**RECORD SET**
_ _ _

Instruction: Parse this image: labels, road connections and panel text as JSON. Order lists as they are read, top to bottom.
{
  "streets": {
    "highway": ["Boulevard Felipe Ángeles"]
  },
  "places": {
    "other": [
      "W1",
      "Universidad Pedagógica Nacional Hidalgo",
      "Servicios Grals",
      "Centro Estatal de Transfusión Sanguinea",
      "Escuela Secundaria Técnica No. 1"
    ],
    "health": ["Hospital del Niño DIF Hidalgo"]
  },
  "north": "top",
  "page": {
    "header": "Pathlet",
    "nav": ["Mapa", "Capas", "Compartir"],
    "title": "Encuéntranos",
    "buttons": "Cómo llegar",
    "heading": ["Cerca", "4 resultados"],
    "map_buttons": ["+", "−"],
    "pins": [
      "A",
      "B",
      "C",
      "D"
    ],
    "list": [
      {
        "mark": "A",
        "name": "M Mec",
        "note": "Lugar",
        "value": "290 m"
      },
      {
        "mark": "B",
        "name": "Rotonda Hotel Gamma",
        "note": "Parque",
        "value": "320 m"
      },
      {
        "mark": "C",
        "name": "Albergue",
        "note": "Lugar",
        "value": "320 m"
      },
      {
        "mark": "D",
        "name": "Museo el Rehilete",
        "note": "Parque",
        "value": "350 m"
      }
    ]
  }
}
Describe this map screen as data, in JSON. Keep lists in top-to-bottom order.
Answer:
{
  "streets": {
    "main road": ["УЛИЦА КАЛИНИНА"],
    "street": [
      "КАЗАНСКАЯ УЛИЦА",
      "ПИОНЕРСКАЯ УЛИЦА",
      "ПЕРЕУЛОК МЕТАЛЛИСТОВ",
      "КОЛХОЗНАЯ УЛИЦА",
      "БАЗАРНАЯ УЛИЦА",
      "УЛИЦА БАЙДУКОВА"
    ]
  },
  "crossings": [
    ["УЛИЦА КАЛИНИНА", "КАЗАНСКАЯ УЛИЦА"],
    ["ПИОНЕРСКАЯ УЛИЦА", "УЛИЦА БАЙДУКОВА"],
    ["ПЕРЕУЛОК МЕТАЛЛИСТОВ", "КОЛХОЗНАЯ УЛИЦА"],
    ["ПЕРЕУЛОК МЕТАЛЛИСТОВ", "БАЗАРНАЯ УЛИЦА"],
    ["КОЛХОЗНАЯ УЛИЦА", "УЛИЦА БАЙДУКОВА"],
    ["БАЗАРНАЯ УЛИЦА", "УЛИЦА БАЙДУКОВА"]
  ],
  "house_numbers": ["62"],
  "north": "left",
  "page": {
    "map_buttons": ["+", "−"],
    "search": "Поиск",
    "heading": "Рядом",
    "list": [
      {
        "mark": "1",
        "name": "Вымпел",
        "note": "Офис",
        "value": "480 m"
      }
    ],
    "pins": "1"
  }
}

_ _ _

**DIRECTIONS FOR THIS TASK**
The lines to return are those in the entries above that include "ПИОНЕРСКАЯ".

**TASK RESULT**
      "ПИОНЕРСКАЯ УЛИЦА",
    ["ПИОНЕРСКАЯ УЛИЦА", "УЛИЦА БАЙДУКОВА"],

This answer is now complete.